Mass network connection tracker

At times, you want to keep track of network connections between multiple hosts on different TCP ports.

For example, if you have a medium or large scale infra comprising of many applications, databases, devices etc. All these mutually connect with each other on TCP ports. And in case there is an unannounced change in routing or firewall rule, it is very difficult to track connection break points.

To track connections within applications, databases, devices, I have written a simple connection tracker along with a small agent. Agent can be compiled using pyinstaller and deployed on each source node from where you want to check connections to their target hosts.
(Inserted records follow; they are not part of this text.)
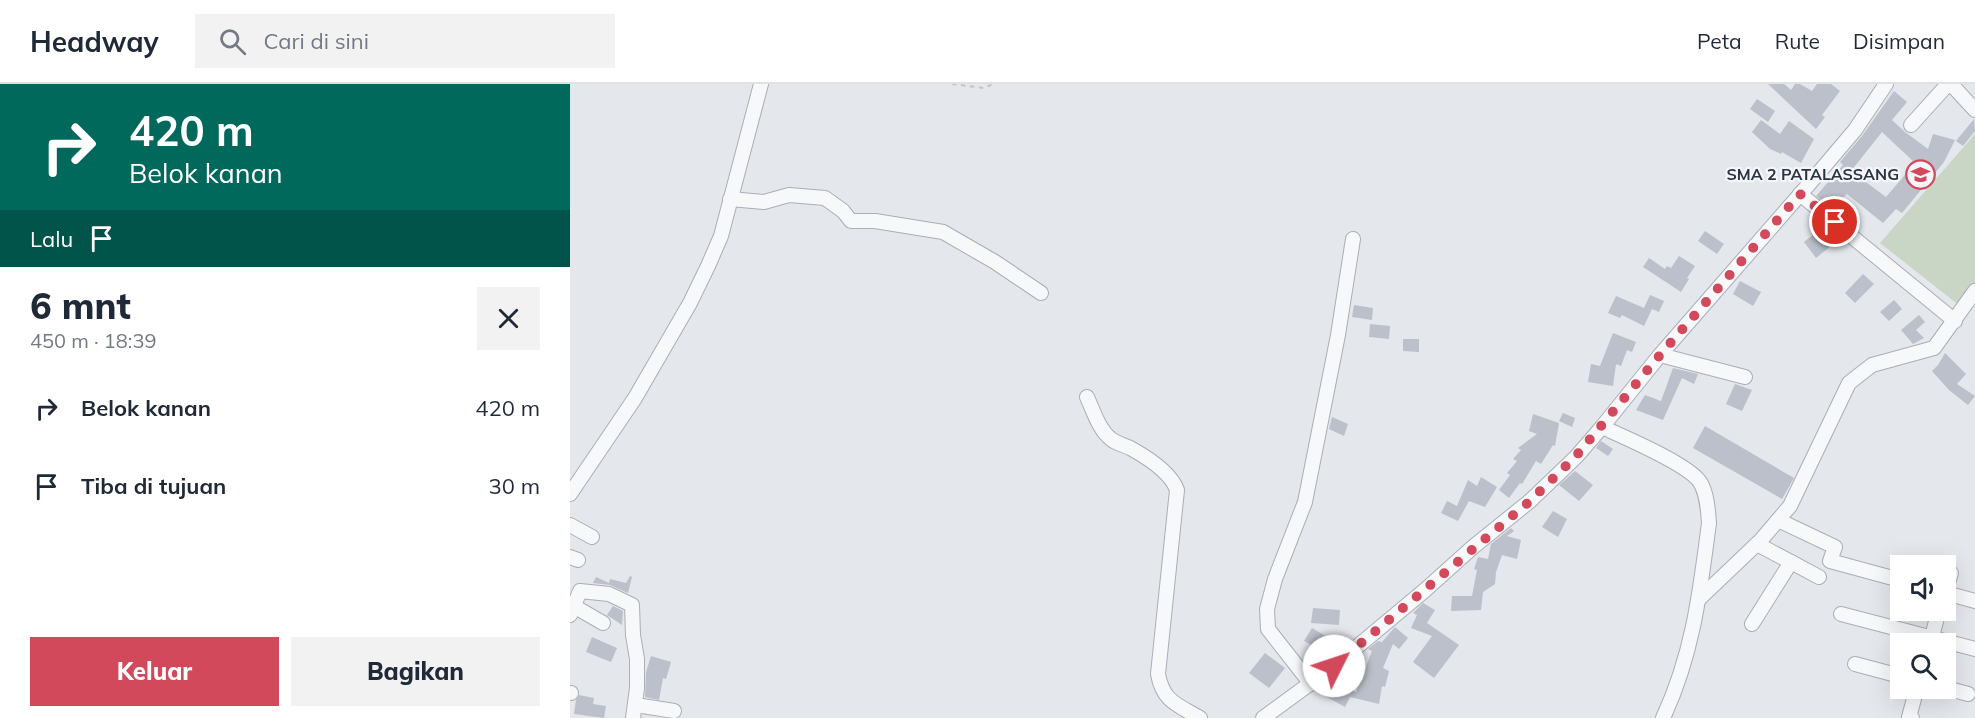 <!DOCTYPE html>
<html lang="id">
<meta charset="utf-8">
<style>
:root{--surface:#fff;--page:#f2f2f3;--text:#1f2937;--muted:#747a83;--line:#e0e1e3;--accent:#d1495b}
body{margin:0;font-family:Mulish,sans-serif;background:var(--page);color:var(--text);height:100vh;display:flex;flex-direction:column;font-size:22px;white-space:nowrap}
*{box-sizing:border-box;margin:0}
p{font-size:20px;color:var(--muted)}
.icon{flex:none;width:33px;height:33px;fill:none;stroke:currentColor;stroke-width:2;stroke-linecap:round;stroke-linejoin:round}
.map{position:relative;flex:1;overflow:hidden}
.details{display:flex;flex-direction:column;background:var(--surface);width:570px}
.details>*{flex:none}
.hud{background:#00695c;color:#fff;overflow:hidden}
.buttons{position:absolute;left:1320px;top:471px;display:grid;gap:12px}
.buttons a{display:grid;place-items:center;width:66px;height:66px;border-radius:0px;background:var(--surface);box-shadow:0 6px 24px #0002;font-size:30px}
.pin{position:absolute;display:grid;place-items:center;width:51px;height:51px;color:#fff;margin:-26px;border:3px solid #fff;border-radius:50%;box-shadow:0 2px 6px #0007}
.me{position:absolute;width:66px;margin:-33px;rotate:49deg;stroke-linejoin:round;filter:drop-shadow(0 0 4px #0008)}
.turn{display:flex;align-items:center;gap:21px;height:126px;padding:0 30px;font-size:27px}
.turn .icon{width:78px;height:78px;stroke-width:2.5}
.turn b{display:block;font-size:42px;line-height:51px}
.then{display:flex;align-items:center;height:57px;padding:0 30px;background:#0003;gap:12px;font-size:22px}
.round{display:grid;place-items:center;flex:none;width:63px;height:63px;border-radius:0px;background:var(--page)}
.head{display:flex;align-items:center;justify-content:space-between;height:102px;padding:0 30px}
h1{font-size:36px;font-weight:800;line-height:45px}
.action{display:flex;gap:12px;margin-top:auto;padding:12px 30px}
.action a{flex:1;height:69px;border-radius:0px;background:var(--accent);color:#fff;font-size:24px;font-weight:800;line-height:69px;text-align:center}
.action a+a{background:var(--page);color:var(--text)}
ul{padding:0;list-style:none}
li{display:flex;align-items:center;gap:18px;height:78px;padding:0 30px}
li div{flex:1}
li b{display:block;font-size:22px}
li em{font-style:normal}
header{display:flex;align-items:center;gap:36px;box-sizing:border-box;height:84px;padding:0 30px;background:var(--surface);border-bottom:2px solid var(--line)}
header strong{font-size:28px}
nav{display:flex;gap:33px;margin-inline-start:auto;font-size:21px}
.search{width:420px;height:54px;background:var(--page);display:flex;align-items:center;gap:15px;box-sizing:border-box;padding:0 21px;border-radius:0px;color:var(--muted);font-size:22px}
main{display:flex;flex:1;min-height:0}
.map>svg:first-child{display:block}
.green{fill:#c9d6c5}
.building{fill:#bbc0ca;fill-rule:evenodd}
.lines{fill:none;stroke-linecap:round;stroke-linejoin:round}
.minor-casing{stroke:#a9aeb7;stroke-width:16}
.path{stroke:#c2c5cb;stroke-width:2;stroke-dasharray:4.5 4.5;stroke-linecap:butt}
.minor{stroke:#f7f8fa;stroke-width:14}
.route{stroke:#d1495b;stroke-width:10;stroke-dasharray:0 18}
.labels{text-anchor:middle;stroke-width:4.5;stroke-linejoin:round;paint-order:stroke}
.poi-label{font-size:16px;font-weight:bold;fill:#2b3445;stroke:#f4f6f9;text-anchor:end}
</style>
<header>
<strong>Headway</strong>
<div class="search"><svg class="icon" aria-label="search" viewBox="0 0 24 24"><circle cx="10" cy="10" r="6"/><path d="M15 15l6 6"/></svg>Cari di sini</div>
<nav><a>Peta</a><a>Rute</a><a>Disimpan</a></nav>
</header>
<main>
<section class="details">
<div class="hud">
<div class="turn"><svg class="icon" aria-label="right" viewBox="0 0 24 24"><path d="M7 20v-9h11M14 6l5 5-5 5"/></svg><div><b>420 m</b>Belok kanan</div></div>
<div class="then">Lalu<svg class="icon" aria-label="arrive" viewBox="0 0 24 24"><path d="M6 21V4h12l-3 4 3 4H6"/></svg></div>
</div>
<div class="head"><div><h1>6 mnt</h1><p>450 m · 18:39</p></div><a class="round"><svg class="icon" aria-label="close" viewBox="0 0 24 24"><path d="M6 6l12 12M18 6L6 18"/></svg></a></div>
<ul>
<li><svg class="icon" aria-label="right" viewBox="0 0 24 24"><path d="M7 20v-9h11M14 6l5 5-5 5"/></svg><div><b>Belok kanan</b></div><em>420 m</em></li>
<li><svg class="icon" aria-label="arrive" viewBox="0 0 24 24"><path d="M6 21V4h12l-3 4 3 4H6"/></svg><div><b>Tiba di tujuan</b></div><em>30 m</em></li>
</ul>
<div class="action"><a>Keluar</a><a>Bagikan</a></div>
</section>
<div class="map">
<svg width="1405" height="634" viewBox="0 0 1405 634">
<rect width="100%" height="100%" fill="#e4e7ec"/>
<path class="green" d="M1405 50V199L1390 222 1310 159Z"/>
<g class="building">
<path d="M1198 0H1214L1221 6 1225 0H1230L1242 7 1247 0H1261L1270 7 1252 31 1255 33 1246 45Z"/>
<path d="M1324 7 1337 18 1322 36 1335 48 1358 65 1363 50 1385 56 1374 78 1332 129 1326 125 1313 139 1277 110 1261 124 1246 112 1273 81 1270 78 1292 52ZM1312 48 1345 79 1316 113 1281 87Z"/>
<path d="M1187 15 1205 27 1198 38 1180 25Z"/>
<path d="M1404 35 1405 47 1393 62 1386 57Z"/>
<path d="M1191 36 1210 50 1219 37 1244 55 1231 79 1212 68 1211 70 1200 65 1182 48Z"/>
<path d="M1249 146 1262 161 1246 174 1234 158Z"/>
<path d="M1135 147 1154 160 1147 170 1128 157Z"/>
<path d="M1109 172 1125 182 1117 194 1119 195 1111 208 1073 183 1079 174 1095 185 1097 182 1101 184Z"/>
<path d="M1293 190 1304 200 1285 219 1275 209Z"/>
<path d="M1170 197 1191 208 1183 222 1163 210Z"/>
<path d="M1080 211 1094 217 1089 228 1082 225 1074 242 1052 231 1050 234 1038 229 1046 212 1074 224Z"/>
<path d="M1324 216 1332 225 1319 237 1310 228Z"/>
<path d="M784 221 803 224 802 236 782 233Z"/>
<path d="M1349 231 1355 238 1346 246 1354 254 1343 260 1331 246Z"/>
<path d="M800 240 820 242 819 255 799 253Z"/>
<path d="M1043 249 1066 258 1062 268 1057 266 1051 282 1046 280 1043 302 1018 298 1021 280 1030 282Z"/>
<path d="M833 255H849V268L833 267Z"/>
<path d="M1375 269 1396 290 1387 300 1405 312 1398 321 1379 306 1362 287 1368 281Z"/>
<path d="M1103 284 1128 290 1124 300 1112 294 1093 336 1066 326 1075 311 1091 317Z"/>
<path d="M1165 300 1182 306 1172 327 1156 320Z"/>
<path d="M993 329 1005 334 1002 343 989 337Z"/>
<path d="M963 330 989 339 985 362 983 361 971 380 966 377 952 400 950 399 939 414 929 406 940 391 937 389 947 377 943 375 951 366 948 364 967 350 959 347Z"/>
<path d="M762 333 778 340 774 352 759 345Z"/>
<path d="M1135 342 1224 394 1212 415 1123 364Z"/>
<path d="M1031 357 1043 365 1038 372 1026 364Z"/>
<path d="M1005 387 1023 401 1009 417 989 401Z"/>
<path d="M911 393 927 403 915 423 899 417 888 437 871 429 877 417 887 422 898 396 907 402Z"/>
<path d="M983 427 997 435 988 453 972 443Z"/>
<path d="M941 444 944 447 937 452 951 456 947 475 932 471 926 488 925 500 913 508 911 526 881 527 882 512H902L907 486 904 485 908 473 918 475 921 460Z"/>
<path d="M60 492 62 493 58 509 40 501 23 499 26 493 39 499 40 495 56 499Z"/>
<path d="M853 519 865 526 857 539 889 561 864 594 843 578 862 552 841 544 847 531 843 529Z"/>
<path d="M43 522 53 527 52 541 37 531Z"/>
<path d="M743 524 770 526 769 541 741 539Z"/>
<path d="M825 543 838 554 829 565 823 560 813 584 819 587 815 603 812 602 809 620 780 613 775 623 755 612 757 607 753 604 758 598 763 601 765 597 786 608 802 567 798 565 808 557 812 558Z"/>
<path d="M742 544 759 554 750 565 734 557Z"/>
<path d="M22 553 47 564 41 578 16 568Z"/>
<path d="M695 569 715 584 699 604 679 589Z"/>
<path d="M81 572 101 578 96 595 93 594 89 616 75 613 76 588Z"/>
<path d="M9 611 24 614 23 620 36 622 34 634 4 630 6 616Z"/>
</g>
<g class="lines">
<defs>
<g id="minor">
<path d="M1381 0 1405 26"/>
<path d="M1341 41 1378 0"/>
<path d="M1230 110 1385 237"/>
<path d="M160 115 194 118 219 111 255 114 273 127 281 137H305L373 148 425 178 471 209"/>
<path d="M1090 271 1175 293"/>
<path d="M517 313C523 326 529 346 541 355 547 360 555 361 562 365 578 374 601 389 607 406L588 590C593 618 608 621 630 634"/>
<path d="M1032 343C1054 353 1118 380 1130 398 1137 409 1138 426 1139 439 1130 508 1123 570 1093 634"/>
<path d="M0 410 65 314 120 219 138 182 151 152 191 0"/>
<path d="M1208 436 1265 463 1260 477 1330 496"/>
<path d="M0 441 22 453"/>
<path d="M1187 460 1249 493"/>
<path d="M0 473 8 476"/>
<path d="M1376 506 1381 489"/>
<path d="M1376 509 1405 517"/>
<path d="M1129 515 1191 456 1220 422 1279 299 1302 281 1364 264 1405 207"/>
<path d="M0 520 33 539"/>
<path d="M1271 530 1405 565"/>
<path d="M0 531 10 507 39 510 62 521 63 551 67 575V604L63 634"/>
<path d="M1182 540 1221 478"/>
<path d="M1360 560 1369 526"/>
<path d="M1285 580 1330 592"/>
<path d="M741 600 698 545 697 525 705 495 735 418 768 251 783 155"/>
<path d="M1376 604 1398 610"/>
<path d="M0 609H1"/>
<path d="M66 621 104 627"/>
<path d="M693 634 764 582 854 507 903 463 960 417 1006 373 1032 343 1090 271 1240 99 1285 46 1316 0"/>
<path d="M1342 634 1339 633 1347 604"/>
</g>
</defs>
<use href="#minor" class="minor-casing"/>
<path class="path" d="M382 0 414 4 423 0"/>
<use href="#minor" class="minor"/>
</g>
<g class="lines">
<path class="route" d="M764 582 960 417 1006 372 1090 271 1230 110 1265 138"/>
</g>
<defs>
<symbol id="school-ring" viewBox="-11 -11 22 22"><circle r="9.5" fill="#f4f6f9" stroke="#d1495b" stroke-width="1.5"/><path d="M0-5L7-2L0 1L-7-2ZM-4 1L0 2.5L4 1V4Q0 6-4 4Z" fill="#d1495b"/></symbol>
</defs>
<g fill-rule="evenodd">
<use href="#school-ring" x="1334" y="74" width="33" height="33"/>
</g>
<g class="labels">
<g class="poi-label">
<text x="1329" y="96">SMA 2 PATALASSANG</text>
</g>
</g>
</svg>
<div class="buttons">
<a><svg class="icon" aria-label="sound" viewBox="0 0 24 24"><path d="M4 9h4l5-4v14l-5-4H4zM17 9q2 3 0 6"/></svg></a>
<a><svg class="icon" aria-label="search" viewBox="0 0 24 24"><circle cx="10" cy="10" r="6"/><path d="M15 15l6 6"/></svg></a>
</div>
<div class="pin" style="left:1265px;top:138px;background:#d93025"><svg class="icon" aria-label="arrive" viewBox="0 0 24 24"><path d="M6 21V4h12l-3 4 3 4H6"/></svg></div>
<svg class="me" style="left:764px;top:582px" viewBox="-20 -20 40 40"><circle r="19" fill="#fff"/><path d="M0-13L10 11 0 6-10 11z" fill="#d1495b"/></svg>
</div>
</main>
The main tracker code is executed on one master host, which then reads “source nodes” from a json config, does login on “source nodes” and executes agent to check connection on their target hosts:ports.

Probably, this config.json explains it better:


{
   "maxhosts": 5,
   "credsets": {
                 "manish": { "username": "manish", "password": "xxxxx" },
                 "cred1": { "username": "ubuntu", "password": "123456" },
                 "cred2": {"username": "ubuntu", "password": "abcd1234"}
             },
   "nodes": {
               "10.91.142.21": {"type": "linux", "credset": "cred1", "targets": ["10.91.142.21:22", "10.91.118.10:80", "192.168.1.19:2770"]},
               "10.91.118.31": {"type": "linux", "credset": "cred2", "targets": ["10.91.142.21:8443", "10.91.142.21:22", "192.168.1.19:2770"]}
            },
   "agent": "/opt/agent/pyconnagent",
   "logging": {
                "logfile": "/tmp/trace.logs",
                "report": "/tmp/report.csv"
              }
}

To speed up execution, you can set “maxhosts” value to trigger agent on multiple hosts in one go and it stores report and trace logs (ssh messages) in “report” and “logfile” respectively as mentioned in config.json.

Here is the agent code:


#!/usr/local/bin/python3
import socket
import sys

if len(sys.argv)-1 == 3:
    host, port, timeout = sys.argv[1], int(sys.argv[2]), int(sys.argv[3])
elif len(sys.argv)-1 == 2:
    host, port = sys.argv[1], int(sys.argv[2])
    timeout = 10
else:
    print("usage error: expected HOST/IP PORT Timeout")
    exit(0)

s = socket.socket(socket.AF_INET, socket.SOCK_STREAM)
s.settimeout(timeout)
try:
     s.connect((host, port))
     print("Connection works")
     s.close()
except Exception as e:
     print("Connection failed", e)

Not every “source node” may have python installed, so you should compile above agent to a single executable binary.

pyinstaller pyconnagent.py --onefile

Above command generates binary, pyconnagent, in “dist” directory which you have to copy to all source nodes at the path mentioned in config.json (this is one time pain).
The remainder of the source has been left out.